→ Task statement: Set down, please, without alteration, the lines of the entries below from the first through the one containing "display:block; font-size:70px; line-height:85px".

→ Data items:
******************************
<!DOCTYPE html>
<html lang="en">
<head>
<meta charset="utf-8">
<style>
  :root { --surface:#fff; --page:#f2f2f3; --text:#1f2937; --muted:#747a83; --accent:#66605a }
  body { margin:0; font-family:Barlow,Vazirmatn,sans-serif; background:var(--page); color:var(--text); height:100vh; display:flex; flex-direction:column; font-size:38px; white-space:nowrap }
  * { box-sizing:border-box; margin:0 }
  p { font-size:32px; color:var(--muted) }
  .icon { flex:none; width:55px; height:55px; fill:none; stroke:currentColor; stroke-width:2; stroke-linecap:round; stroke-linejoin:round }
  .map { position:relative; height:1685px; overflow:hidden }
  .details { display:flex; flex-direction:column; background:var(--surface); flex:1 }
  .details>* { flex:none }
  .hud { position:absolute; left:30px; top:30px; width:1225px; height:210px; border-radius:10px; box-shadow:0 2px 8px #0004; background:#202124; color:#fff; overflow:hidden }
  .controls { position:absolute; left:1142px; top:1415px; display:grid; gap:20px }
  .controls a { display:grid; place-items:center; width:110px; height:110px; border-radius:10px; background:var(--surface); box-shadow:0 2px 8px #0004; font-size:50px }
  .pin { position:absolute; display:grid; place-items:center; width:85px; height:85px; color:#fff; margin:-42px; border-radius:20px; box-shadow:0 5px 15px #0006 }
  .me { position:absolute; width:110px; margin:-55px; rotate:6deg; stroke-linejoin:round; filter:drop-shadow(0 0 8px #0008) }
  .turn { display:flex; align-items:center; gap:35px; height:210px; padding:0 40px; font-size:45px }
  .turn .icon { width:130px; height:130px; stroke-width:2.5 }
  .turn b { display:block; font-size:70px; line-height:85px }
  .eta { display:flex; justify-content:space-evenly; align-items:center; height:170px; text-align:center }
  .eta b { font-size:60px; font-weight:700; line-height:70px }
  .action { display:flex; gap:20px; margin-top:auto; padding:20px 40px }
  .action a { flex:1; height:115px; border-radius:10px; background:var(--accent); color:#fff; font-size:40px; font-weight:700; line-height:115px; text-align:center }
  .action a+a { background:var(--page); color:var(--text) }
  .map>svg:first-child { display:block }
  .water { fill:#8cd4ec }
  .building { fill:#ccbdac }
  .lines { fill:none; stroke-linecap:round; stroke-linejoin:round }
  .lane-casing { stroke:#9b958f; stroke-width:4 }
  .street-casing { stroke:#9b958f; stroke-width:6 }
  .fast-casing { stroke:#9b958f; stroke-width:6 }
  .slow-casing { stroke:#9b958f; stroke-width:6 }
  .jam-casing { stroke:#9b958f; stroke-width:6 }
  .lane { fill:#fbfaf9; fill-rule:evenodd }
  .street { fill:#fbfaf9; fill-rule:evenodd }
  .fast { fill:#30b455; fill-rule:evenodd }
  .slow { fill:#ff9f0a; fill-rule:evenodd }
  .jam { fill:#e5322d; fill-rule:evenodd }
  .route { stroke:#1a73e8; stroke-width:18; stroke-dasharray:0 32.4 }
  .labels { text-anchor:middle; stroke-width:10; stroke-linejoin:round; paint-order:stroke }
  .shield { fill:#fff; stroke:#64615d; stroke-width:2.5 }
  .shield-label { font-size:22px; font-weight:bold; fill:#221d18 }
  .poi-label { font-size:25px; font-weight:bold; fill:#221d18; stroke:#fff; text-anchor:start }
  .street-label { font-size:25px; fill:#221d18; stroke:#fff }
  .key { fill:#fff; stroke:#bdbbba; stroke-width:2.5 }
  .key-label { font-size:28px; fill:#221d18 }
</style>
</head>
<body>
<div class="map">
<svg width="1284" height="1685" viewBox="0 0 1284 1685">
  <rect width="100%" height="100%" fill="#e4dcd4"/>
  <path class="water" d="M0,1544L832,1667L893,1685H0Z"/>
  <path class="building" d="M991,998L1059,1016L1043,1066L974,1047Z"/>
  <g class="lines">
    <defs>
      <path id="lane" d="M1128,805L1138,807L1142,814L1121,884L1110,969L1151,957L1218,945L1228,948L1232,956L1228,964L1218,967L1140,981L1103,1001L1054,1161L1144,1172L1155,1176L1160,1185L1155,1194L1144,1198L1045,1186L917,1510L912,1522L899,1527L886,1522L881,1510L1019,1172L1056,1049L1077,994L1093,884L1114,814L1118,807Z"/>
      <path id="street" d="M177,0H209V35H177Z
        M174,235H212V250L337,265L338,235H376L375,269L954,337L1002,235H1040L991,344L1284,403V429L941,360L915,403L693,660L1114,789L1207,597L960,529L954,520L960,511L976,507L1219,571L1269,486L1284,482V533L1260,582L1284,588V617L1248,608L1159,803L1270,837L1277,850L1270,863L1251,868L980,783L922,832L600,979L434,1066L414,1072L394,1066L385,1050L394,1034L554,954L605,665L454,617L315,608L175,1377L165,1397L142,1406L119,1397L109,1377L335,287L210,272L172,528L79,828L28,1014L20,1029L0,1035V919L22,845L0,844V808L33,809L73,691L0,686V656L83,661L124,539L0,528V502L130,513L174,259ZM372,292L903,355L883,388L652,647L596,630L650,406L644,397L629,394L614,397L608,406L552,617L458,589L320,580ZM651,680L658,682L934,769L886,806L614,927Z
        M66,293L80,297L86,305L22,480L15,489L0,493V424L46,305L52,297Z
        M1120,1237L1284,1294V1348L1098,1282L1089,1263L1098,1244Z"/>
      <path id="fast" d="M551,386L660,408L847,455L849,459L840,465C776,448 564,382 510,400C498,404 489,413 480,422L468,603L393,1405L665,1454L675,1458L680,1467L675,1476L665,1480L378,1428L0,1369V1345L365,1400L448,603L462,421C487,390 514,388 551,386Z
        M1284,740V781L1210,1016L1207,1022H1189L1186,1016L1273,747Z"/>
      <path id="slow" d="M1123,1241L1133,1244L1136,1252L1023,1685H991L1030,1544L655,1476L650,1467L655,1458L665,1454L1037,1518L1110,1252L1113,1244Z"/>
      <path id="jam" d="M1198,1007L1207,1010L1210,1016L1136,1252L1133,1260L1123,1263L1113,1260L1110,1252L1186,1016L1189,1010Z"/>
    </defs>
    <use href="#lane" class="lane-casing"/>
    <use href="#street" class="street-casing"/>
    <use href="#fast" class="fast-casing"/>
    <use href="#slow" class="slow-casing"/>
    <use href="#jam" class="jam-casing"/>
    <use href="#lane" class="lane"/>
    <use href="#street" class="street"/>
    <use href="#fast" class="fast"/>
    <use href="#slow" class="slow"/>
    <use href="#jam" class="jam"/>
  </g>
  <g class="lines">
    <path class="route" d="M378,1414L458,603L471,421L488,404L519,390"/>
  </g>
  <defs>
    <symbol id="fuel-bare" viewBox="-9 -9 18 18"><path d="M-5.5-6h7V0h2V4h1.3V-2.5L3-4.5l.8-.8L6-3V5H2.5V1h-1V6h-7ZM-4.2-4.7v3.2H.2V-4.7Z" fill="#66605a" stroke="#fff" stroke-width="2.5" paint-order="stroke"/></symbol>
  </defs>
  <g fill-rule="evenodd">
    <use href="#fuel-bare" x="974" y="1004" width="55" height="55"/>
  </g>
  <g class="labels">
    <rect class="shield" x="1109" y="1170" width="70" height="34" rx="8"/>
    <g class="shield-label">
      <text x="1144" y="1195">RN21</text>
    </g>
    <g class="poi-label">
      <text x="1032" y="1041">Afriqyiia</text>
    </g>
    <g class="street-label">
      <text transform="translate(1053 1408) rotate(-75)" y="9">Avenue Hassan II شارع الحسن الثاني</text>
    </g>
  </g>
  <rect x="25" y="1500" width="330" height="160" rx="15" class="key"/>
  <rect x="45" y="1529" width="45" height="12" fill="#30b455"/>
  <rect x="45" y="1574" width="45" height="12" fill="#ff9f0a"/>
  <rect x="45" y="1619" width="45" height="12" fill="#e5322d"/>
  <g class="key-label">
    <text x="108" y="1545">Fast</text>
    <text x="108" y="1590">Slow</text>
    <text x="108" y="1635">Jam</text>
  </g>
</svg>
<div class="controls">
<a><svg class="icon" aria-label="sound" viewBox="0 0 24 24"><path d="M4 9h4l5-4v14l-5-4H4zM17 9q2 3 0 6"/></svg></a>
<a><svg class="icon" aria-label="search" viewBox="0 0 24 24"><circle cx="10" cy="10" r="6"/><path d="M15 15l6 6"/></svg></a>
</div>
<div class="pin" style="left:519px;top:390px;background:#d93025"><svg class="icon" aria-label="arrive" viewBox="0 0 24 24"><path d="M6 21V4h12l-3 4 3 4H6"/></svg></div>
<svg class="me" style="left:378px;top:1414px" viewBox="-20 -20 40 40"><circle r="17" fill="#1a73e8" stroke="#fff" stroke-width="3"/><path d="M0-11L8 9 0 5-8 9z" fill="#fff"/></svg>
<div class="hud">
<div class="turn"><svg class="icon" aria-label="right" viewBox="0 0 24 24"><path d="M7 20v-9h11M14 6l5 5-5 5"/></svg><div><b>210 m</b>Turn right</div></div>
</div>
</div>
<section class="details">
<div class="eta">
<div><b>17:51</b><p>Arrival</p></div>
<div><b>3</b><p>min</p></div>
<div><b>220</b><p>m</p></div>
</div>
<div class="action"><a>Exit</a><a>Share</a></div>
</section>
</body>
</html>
******************************
→ Answer to the problem:
<!DOCTYPE html>
<html lang="en">
<head>
<meta charset="utf-8">
<style>
  :root { --surface:#fff; --page:#f2f2f3; --text:#1f2937; --muted:#747a83; --accent:#66605a }
  body { margin:0; font-family:Barlow,Vazirmatn,sans-serif; background:var(--page); color:var(--text); height:100vh; display:flex; flex-direction:column; font-size:38px; white-space:nowrap }
  * { box-sizing:border-box; margin:0 }
  p { font-size:32px; color:var(--muted) }
  .icon { flex:none; width:55px; height:55px; fill:none; stroke:currentColor; stroke-width:2; stroke-linecap:round; stroke-linejoin:round }
  .map { position:relative; height:1685px; overflow:hidden }
  .details { display:flex; flex-direction:column; background:var(--surface); flex:1 }
  .details>* { flex:none }
  .hud { position:absolute; left:30px; top:30px; width:1225px; height:210px; border-radius:10px; box-shadow:0 2px 8px #0004; background:#202124; color:#fff; overflow:hidden }
  .controls { position:absolute; left:1142px; top:1415px; display:grid; gap:20px }
  .controls a { display:grid; place-items:center; width:110px; height:110px; border-radius:10px; background:var(--surface); box-shadow:0 2px 8px #0004; font-size:50px }
  .pin { position:absolute; display:grid; place-items:center; width:85px; height:85px; color:#fff; margin:-42px; border-radius:20px; box-shadow:0 5px 15px #0006 }
  .me { position:absolute; width:110px; margin:-55px; rotate:6deg; stroke-linejoin:round; filter:drop-shadow(0 0 8px #0008) }
  .turn { display:flex; align-items:center; gap:35px; height:210px; padding:0 40px; font-size:45px }
  .turn .icon { width:130px; height:130px; stroke-width:2.5 }
  .turn b { display:block; font-size:70px; line-height:85px }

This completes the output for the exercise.